START EXTRACTED ENTRIES

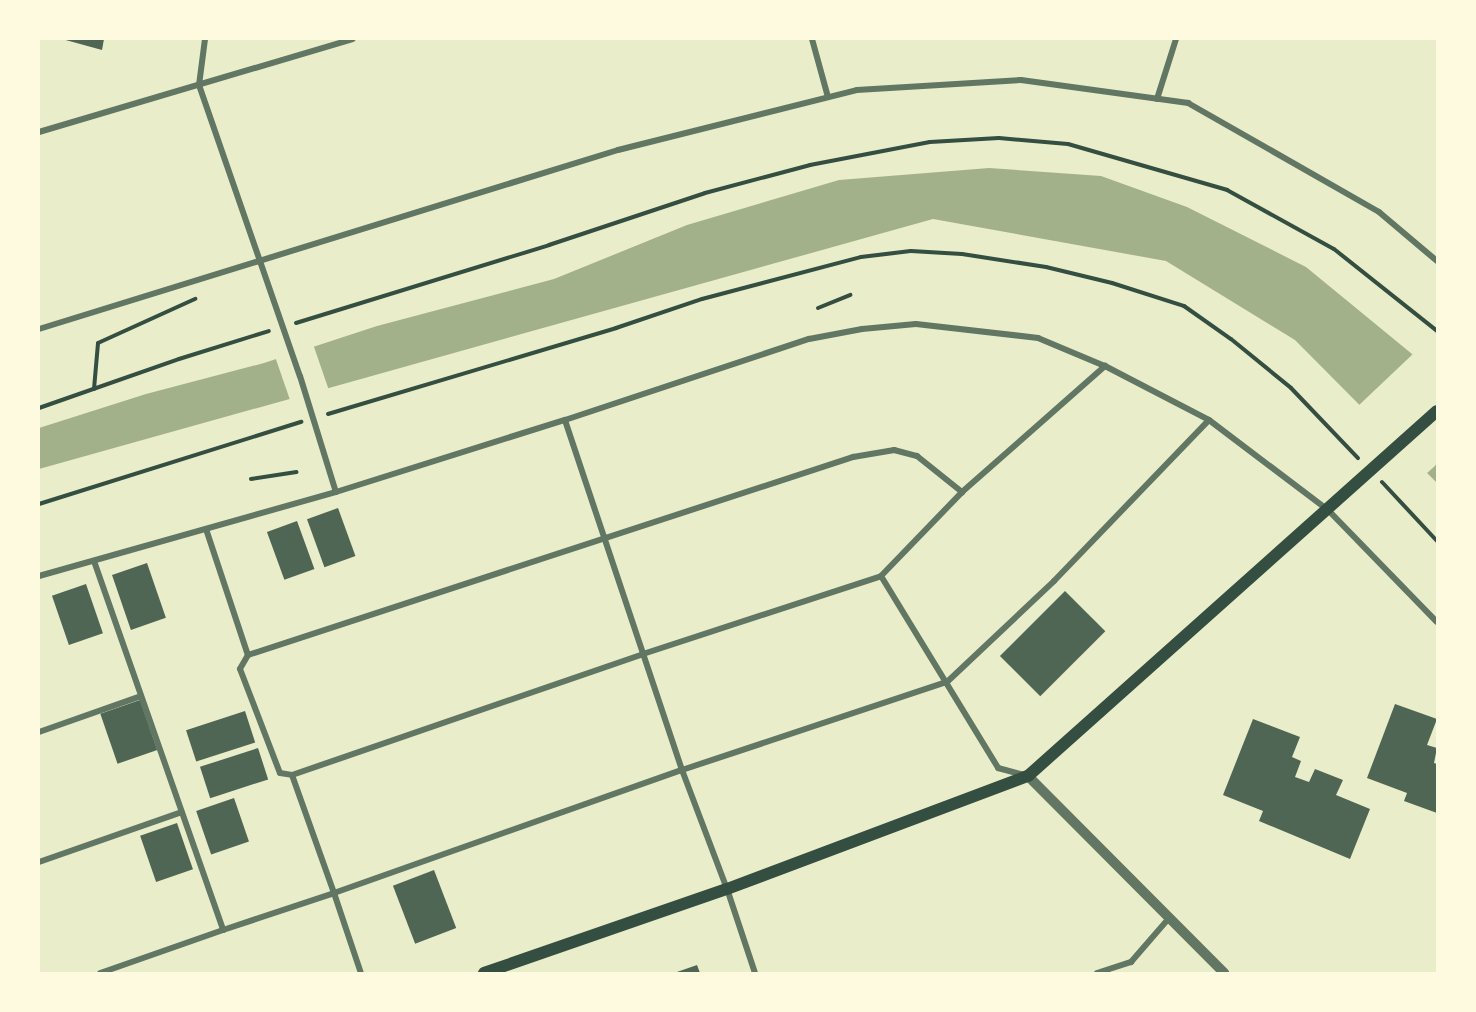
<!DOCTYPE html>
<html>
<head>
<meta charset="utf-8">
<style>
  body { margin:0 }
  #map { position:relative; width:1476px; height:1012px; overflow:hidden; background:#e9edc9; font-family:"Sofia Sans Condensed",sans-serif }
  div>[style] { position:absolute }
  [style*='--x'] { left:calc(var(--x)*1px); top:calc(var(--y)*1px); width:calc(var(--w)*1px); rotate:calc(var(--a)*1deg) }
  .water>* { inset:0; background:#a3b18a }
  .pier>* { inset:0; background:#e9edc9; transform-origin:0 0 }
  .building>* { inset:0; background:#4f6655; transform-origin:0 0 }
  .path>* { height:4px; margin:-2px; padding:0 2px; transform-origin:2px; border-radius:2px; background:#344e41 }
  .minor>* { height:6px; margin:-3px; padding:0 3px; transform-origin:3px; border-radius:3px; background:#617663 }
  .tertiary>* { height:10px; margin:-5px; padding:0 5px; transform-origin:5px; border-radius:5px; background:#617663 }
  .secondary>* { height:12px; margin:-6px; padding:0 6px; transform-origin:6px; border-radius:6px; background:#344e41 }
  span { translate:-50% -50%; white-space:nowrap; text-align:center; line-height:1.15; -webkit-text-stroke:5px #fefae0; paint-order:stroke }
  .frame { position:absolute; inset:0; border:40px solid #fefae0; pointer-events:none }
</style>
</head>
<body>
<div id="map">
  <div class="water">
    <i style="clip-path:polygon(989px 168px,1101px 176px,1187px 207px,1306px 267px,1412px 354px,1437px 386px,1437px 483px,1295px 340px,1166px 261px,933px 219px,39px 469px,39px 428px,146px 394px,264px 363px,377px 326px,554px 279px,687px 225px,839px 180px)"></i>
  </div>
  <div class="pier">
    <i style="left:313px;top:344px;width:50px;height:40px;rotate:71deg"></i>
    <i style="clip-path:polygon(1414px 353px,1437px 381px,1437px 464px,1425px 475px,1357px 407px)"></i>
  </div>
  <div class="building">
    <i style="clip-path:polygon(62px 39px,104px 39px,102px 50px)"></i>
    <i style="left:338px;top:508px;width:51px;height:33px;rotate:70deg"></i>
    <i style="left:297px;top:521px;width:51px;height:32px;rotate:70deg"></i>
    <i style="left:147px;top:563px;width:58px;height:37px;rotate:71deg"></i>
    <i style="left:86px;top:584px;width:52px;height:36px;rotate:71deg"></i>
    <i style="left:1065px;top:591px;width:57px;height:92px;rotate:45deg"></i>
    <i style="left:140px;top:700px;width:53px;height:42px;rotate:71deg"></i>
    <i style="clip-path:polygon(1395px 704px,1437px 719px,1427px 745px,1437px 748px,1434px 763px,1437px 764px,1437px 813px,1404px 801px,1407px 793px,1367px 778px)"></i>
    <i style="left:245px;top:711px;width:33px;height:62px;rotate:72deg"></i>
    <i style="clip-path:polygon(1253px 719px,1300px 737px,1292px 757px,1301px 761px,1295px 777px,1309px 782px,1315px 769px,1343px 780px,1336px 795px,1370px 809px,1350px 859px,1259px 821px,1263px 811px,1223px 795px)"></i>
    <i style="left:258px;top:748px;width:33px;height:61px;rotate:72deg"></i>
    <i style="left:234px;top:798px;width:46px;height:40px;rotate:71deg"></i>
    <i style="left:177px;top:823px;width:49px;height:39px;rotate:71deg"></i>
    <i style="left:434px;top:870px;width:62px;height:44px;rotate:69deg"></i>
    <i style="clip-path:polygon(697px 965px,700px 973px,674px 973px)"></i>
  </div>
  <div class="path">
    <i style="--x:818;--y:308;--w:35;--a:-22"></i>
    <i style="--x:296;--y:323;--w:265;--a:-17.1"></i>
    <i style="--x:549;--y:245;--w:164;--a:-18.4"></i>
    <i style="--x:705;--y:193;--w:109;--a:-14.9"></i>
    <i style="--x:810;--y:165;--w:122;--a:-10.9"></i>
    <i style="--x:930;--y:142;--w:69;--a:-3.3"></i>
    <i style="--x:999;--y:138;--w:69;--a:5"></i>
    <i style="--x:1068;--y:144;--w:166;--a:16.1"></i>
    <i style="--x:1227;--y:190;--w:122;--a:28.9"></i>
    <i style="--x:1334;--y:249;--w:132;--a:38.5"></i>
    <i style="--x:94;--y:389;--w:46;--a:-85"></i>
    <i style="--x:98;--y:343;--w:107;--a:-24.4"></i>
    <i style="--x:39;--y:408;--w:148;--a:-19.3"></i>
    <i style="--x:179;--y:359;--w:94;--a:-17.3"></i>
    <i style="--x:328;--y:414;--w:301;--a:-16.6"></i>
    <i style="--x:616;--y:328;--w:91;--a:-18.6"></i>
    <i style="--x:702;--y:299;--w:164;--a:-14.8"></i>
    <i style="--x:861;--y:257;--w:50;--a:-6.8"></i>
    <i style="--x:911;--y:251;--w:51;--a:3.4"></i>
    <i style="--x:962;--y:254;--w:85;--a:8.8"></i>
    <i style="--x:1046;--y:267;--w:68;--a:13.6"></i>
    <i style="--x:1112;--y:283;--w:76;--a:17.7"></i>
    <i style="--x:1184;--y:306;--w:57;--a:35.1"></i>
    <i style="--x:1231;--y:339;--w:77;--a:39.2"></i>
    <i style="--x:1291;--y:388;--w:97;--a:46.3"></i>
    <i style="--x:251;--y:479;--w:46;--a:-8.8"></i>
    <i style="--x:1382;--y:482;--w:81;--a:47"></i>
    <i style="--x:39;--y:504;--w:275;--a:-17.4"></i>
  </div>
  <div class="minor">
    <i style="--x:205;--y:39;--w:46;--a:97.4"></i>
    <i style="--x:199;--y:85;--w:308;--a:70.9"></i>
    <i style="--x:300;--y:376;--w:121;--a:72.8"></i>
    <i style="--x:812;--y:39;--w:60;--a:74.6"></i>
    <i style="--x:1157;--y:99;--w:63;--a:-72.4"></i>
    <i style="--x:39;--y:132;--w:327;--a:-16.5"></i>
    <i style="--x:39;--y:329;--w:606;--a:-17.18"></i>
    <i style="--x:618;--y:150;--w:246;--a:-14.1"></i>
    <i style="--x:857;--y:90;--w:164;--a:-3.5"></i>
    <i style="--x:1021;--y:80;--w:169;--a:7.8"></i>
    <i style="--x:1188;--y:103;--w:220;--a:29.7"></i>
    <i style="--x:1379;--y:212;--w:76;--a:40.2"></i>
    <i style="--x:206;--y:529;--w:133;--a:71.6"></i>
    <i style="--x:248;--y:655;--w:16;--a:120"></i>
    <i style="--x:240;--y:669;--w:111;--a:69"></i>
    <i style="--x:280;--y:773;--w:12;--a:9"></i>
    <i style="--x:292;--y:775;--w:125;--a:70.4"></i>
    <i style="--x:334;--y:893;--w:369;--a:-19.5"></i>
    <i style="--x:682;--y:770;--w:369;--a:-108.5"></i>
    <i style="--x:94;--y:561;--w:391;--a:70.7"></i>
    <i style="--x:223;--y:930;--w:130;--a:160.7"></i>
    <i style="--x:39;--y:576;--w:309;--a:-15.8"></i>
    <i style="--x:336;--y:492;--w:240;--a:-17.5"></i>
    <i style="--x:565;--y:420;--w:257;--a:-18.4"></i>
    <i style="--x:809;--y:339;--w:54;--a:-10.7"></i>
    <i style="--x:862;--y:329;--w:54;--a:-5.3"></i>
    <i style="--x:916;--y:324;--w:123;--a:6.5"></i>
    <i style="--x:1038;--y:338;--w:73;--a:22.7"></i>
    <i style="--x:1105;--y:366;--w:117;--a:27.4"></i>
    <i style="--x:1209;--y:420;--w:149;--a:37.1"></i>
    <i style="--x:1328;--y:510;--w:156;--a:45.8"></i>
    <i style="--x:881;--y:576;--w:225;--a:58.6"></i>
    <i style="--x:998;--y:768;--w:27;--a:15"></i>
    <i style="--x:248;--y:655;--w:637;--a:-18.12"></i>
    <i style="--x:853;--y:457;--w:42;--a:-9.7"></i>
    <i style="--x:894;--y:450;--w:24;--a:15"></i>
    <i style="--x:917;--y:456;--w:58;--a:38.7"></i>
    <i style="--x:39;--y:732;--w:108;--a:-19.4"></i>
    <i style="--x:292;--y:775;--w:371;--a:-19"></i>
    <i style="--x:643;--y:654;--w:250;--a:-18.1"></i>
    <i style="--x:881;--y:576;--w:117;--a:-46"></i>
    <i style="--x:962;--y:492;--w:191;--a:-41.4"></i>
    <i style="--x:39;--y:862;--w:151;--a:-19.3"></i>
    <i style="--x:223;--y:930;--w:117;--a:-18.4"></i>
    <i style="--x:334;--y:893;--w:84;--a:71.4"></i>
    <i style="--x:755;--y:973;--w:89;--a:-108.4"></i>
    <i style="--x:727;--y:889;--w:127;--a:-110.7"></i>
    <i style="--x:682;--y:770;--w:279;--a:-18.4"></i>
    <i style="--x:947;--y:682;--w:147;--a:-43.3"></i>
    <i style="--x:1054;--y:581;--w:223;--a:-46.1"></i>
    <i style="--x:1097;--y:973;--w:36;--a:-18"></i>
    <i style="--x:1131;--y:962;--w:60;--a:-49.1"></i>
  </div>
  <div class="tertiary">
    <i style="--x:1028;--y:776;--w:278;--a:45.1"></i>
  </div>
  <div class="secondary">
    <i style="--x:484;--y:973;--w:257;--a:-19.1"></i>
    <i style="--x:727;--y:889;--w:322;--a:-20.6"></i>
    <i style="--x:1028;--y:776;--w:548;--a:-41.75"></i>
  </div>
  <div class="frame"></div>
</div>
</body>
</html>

END EXTRACTED ENTRIES

_YOUR TASK_
Using the entries above, repeat only the lines from the one containing "inset:0; background:#e9edc9; transform-origin:0" through the one containing "height:4px; margin:-2px; padding:0", end lines included.

_ANSWER FOR THIS EXERCISE_
  .pier>* { inset:0; background:#e9edc9; transform-origin:0 0 }
  .building>* { inset:0; background:#4f6655; transform-origin:0 0 }
  .path>* { height:4px; margin:-2px; padding:0 2px; transform-origin:2px; border-radius:2px; background:#344e41 }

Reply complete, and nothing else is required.